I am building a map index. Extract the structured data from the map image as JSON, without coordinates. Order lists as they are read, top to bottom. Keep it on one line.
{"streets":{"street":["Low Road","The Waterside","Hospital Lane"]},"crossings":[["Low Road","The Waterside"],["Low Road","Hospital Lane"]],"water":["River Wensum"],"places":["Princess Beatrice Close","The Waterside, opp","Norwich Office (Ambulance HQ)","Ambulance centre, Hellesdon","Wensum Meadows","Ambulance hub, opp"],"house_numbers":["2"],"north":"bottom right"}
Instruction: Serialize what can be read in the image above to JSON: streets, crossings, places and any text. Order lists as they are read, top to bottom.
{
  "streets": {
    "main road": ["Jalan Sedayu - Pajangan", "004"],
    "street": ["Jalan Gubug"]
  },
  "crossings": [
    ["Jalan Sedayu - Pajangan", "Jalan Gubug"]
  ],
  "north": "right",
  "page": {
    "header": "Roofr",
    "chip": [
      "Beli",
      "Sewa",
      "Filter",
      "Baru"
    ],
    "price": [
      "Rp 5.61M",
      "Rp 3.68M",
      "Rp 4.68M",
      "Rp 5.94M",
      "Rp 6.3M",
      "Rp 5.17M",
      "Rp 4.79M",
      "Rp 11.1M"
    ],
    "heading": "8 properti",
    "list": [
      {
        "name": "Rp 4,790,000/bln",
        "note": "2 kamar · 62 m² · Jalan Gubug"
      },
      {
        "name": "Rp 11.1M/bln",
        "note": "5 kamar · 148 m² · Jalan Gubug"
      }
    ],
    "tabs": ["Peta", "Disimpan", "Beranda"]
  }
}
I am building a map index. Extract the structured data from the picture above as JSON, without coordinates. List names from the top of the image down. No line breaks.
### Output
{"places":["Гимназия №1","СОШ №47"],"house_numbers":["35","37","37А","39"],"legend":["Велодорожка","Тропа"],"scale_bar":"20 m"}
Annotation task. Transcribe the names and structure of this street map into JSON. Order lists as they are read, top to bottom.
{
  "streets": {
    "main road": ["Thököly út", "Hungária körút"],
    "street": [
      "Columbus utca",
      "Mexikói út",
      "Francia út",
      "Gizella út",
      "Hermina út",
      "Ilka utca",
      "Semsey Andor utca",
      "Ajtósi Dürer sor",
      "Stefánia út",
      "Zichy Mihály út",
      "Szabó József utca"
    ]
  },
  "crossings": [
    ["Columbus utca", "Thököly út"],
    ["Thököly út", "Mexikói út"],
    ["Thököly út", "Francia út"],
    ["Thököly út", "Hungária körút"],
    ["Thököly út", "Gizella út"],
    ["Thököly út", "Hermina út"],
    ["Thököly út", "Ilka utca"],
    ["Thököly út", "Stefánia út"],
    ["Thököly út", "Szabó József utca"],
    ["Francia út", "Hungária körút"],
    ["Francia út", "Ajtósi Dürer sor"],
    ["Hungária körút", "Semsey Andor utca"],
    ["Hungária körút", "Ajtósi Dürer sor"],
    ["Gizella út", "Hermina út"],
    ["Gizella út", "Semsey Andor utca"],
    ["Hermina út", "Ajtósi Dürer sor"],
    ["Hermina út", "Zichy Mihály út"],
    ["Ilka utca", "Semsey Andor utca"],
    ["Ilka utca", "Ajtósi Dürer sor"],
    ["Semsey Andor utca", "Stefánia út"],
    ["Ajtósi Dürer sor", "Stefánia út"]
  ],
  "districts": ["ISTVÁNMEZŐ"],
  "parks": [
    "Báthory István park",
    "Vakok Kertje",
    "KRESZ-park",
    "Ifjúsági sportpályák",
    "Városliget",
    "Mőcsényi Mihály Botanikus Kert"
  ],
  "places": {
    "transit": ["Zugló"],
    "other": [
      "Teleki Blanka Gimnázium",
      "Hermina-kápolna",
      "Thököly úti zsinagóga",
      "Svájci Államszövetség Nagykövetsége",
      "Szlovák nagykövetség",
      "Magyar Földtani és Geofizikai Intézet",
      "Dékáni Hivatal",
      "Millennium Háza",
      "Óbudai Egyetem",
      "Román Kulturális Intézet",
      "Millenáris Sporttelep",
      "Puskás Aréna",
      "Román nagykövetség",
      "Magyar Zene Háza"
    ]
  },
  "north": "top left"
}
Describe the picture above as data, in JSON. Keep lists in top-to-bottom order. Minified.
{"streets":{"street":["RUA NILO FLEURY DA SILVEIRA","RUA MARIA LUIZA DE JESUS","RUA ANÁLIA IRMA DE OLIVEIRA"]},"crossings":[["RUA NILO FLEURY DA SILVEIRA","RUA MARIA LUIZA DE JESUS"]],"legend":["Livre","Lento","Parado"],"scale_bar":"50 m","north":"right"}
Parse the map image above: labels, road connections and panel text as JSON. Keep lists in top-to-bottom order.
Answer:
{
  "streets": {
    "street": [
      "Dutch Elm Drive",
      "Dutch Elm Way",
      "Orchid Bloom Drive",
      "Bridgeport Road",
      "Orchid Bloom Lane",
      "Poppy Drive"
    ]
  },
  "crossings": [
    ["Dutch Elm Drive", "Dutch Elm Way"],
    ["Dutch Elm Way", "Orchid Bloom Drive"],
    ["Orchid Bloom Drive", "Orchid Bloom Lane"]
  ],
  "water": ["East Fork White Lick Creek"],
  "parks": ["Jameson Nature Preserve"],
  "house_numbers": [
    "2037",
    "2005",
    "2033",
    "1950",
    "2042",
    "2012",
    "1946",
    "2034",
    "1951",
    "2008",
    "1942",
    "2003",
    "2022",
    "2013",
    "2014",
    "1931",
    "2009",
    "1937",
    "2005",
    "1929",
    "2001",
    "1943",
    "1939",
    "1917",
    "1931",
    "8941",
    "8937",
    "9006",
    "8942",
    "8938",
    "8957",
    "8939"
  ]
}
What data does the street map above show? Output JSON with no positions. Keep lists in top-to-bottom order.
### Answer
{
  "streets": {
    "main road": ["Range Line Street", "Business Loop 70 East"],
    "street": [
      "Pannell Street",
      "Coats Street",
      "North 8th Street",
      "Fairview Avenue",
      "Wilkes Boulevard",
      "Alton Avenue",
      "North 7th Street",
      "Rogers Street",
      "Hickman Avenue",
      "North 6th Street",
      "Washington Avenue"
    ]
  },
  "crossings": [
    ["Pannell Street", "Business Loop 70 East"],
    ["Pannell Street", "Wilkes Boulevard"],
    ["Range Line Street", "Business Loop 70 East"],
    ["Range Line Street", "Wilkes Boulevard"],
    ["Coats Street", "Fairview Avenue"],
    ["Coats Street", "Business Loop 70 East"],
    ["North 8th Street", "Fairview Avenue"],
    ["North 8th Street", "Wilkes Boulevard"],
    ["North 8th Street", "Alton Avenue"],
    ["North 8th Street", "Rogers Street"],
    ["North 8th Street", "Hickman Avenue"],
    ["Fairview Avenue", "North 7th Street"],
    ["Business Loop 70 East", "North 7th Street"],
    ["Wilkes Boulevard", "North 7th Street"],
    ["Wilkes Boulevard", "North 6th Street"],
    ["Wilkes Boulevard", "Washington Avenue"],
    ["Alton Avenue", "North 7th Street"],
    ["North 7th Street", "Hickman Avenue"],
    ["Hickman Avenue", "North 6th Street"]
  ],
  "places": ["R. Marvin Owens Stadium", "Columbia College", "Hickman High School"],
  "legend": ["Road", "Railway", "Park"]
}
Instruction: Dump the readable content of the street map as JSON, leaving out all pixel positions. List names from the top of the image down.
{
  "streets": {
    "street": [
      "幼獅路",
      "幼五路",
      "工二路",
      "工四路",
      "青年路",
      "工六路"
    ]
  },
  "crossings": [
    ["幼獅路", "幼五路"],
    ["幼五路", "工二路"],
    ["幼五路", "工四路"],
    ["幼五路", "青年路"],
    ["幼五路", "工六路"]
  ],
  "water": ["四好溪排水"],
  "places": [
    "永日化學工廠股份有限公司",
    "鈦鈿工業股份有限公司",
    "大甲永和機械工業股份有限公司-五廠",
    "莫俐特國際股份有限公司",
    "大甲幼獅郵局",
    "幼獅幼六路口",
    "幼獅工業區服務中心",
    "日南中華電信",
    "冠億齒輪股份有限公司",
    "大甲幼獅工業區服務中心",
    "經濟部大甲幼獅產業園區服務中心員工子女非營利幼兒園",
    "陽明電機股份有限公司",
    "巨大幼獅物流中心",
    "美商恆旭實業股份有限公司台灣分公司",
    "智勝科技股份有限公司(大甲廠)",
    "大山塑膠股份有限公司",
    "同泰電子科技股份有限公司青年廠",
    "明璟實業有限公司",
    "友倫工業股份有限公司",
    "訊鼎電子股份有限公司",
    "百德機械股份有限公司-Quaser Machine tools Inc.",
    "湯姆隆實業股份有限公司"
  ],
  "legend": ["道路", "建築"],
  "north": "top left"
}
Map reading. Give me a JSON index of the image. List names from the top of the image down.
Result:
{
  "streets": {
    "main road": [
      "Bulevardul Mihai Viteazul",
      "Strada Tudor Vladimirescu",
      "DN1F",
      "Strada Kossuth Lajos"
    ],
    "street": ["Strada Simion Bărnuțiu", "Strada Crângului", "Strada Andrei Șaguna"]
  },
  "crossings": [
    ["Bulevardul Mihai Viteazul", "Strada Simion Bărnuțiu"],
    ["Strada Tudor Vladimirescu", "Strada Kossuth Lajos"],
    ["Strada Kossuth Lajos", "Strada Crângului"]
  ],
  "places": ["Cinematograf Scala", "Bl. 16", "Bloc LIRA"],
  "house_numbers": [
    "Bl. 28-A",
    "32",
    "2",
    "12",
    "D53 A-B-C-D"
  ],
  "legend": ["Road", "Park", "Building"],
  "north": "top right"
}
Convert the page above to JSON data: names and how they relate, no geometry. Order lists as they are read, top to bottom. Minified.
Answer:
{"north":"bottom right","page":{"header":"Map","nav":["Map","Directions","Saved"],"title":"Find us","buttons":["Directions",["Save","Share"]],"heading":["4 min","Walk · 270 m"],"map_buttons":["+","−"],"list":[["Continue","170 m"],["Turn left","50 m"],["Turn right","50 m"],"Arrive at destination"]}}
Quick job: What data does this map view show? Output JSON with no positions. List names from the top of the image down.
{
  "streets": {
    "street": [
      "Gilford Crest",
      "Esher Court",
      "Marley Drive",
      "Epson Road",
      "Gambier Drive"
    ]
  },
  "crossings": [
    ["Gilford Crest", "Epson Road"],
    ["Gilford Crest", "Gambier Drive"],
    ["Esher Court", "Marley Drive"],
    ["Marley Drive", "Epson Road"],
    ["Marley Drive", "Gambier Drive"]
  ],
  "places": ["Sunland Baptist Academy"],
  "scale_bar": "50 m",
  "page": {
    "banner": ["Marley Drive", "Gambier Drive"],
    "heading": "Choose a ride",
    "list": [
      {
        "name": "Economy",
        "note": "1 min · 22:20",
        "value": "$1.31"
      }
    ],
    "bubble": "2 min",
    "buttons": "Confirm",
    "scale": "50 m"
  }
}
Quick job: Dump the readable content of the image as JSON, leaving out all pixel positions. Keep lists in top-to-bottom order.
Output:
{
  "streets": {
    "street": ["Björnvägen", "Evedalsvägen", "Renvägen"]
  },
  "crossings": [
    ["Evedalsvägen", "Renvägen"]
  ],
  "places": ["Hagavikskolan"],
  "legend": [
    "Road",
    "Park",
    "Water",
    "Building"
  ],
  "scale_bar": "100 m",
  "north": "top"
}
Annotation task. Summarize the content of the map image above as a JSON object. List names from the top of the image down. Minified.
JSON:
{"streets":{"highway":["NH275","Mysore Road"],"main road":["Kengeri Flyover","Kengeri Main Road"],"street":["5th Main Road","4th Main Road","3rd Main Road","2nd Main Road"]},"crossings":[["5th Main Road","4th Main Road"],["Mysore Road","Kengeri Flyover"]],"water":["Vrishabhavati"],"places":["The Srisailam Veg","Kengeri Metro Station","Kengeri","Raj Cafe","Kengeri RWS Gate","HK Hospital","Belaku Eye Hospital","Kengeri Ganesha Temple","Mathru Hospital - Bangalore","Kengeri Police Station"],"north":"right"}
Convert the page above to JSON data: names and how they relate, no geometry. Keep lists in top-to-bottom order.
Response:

******

- Instructions to follow
Report back each line of the entries that holds the string "relate".

- Solution to this problem
Convert the page above to JSON data: names and how they relate, no geometry. Order lists as they are read, top to bottom. Minified.
Convert the page above to JSON data: names and how they relate, no geometry. Keep lists in top-to-bottom order.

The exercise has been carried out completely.